Content starts
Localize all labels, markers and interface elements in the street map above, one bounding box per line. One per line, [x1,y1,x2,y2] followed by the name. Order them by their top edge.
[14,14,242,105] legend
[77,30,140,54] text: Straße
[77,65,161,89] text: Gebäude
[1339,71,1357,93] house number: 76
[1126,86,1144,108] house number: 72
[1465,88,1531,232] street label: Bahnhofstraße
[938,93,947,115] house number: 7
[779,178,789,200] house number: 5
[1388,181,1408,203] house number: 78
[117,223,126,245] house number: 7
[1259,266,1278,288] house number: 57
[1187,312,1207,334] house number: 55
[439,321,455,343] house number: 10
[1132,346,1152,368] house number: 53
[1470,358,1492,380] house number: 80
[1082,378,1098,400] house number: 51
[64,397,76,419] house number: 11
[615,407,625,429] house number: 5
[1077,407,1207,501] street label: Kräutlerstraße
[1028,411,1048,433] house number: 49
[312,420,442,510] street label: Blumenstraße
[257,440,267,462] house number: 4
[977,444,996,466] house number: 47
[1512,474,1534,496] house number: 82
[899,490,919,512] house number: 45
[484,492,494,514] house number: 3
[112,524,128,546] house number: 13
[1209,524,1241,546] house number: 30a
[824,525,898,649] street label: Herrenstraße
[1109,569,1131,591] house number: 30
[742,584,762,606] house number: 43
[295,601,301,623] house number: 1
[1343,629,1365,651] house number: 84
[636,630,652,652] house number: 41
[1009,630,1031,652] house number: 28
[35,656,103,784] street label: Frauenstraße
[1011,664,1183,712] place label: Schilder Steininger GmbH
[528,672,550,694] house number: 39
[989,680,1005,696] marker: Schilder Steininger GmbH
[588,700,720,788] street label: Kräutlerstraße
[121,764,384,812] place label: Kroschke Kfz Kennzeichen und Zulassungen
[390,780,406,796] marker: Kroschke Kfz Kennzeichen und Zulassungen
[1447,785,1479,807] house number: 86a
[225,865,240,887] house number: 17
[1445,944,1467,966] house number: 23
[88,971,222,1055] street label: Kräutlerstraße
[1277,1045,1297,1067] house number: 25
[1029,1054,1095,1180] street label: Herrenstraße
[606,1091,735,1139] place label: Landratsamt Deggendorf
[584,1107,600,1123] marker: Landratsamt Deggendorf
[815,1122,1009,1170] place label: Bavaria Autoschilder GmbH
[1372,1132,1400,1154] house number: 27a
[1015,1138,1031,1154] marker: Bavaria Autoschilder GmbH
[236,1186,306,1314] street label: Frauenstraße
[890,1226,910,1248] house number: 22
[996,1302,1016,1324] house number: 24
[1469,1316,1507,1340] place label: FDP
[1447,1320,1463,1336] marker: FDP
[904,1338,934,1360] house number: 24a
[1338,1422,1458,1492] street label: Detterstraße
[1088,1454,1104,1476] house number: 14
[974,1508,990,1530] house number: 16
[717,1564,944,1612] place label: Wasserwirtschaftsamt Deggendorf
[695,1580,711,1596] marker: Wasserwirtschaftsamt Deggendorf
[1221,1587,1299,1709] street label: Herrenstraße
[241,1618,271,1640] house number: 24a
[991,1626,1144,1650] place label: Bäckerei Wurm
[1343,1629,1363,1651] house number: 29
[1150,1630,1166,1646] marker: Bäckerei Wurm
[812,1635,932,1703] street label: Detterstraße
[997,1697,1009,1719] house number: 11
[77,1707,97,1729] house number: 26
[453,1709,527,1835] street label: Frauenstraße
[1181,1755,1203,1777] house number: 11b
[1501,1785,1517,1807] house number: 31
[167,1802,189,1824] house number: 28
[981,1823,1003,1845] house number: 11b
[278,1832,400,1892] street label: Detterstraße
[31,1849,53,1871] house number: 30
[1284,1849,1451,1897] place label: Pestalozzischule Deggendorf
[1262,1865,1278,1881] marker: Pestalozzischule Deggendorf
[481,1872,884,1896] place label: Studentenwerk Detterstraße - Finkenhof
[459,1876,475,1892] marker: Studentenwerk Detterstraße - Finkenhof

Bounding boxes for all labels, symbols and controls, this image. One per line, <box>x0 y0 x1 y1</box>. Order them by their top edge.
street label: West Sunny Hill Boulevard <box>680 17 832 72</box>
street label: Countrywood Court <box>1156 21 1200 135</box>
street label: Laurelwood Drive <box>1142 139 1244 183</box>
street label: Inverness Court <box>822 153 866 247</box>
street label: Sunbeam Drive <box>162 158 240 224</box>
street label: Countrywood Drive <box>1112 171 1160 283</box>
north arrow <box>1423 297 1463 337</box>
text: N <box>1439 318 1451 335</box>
Content ends
# TASK ITEM
Give the entries again exactly as they stand.

# SOLUTION TO THIS TASK
Localize all labels, markers and interface elements in the street map above, one bounding box per line. One per line, [x1,y1,x2,y2] followed by the name. Order them by their top edge.
[14,14,242,105] legend
[77,30,140,54] text: Straße
[77,65,161,89] text: Gebäude
[1339,71,1357,93] house number: 76
[1126,86,1144,108] house number: 72
[1465,88,1531,232] street label: Bahnhofstraße
[938,93,947,115] house number: 7
[779,178,789,200] house number: 5
[1388,181,1408,203] house number: 78
[117,223,126,245] house number: 7
[1259,266,1278,288] house number: 57
[1187,312,1207,334] house number: 55
[439,321,455,343] house number: 10
[1132,346,1152,368] house number: 53
[1470,358,1492,380] house number: 80
[1082,378,1098,400] house number: 51
[64,397,76,419] house number: 11
[615,407,625,429] house number: 5
[1077,407,1207,501] street label: Kräutlerstraße
[1028,411,1048,433] house number: 49
[312,420,442,510] street label: Blumenstraße
[257,440,267,462] house number: 4
[977,444,996,466] house number: 47
[1512,474,1534,496] house number: 82
[899,490,919,512] house number: 45
[484,492,494,514] house number: 3
[112,524,128,546] house number: 13
[1209,524,1241,546] house number: 30a
[824,525,898,649] street label: Herrenstraße
[1109,569,1131,591] house number: 30
[742,584,762,606] house number: 43
[295,601,301,623] house number: 1
[1343,629,1365,651] house number: 84
[636,630,652,652] house number: 41
[1009,630,1031,652] house number: 28
[35,656,103,784] street label: Frauenstraße
[1011,664,1183,712] place label: Schilder Steininger GmbH
[528,672,550,694] house number: 39
[989,680,1005,696] marker: Schilder Steininger GmbH
[588,700,720,788] street label: Kräutlerstraße
[121,764,384,812] place label: Kroschke Kfz Kennzeichen und Zulassungen
[390,780,406,796] marker: Kroschke Kfz Kennzeichen und Zulassungen
[1447,785,1479,807] house number: 86a
[225,865,240,887] house number: 17
[1445,944,1467,966] house number: 23
[88,971,222,1055] street label: Kräutlerstraße
[1277,1045,1297,1067] house number: 25
[1029,1054,1095,1180] street label: Herrenstraße
[606,1091,735,1139] place label: Landratsamt Deggendorf
[584,1107,600,1123] marker: Landratsamt Deggendorf
[815,1122,1009,1170] place label: Bavaria Autoschilder GmbH
[1372,1132,1400,1154] house number: 27a
[1015,1138,1031,1154] marker: Bavaria Autoschilder GmbH
[236,1186,306,1314] street label: Frauenstraße
[890,1226,910,1248] house number: 22
[996,1302,1016,1324] house number: 24
[1469,1316,1507,1340] place label: FDP
[1447,1320,1463,1336] marker: FDP
[904,1338,934,1360] house number: 24a
[1338,1422,1458,1492] street label: Detterstraße
[1088,1454,1104,1476] house number: 14
[974,1508,990,1530] house number: 16
[717,1564,944,1612] place label: Wasserwirtschaftsamt Deggendorf
[695,1580,711,1596] marker: Wasserwirtschaftsamt Deggendorf
[1221,1587,1299,1709] street label: Herrenstraße
[241,1618,271,1640] house number: 24a
[991,1626,1144,1650] place label: Bäckerei Wurm
[1343,1629,1363,1651] house number: 29
[1150,1630,1166,1646] marker: Bäckerei Wurm
[812,1635,932,1703] street label: Detterstraße
[997,1697,1009,1719] house number: 11
[77,1707,97,1729] house number: 26
[453,1709,527,1835] street label: Frauenstraße
[1181,1755,1203,1777] house number: 11b
[1501,1785,1517,1807] house number: 31
[167,1802,189,1824] house number: 28
[981,1823,1003,1845] house number: 11b
[278,1832,400,1892] street label: Detterstraße
[31,1849,53,1871] house number: 30
[1284,1849,1451,1897] place label: Pestalozzischule Deggendorf
[1262,1865,1278,1881] marker: Pestalozzischule Deggendorf
[481,1872,884,1896] place label: Studentenwerk Detterstraße - Finkenhof
[459,1876,475,1892] marker: Studentenwerk Detterstraße - Finkenhof

Bounding boxes for all labels, symbols and controls, this image. One per line, <box>x0 y0 x1 y1</box>. Order them by their top edge.
street label: West Sunny Hill Boulevard <box>680 17 832 72</box>
street label: Countrywood Court <box>1156 21 1200 135</box>
street label: Laurelwood Drive <box>1142 139 1244 183</box>
street label: Inverness Court <box>822 153 866 247</box>
street label: Sunbeam Drive <box>162 158 240 224</box>
street label: Countrywood Drive <box>1112 171 1160 283</box>
north arrow <box>1423 297 1463 337</box>
text: N <box>1439 318 1451 335</box>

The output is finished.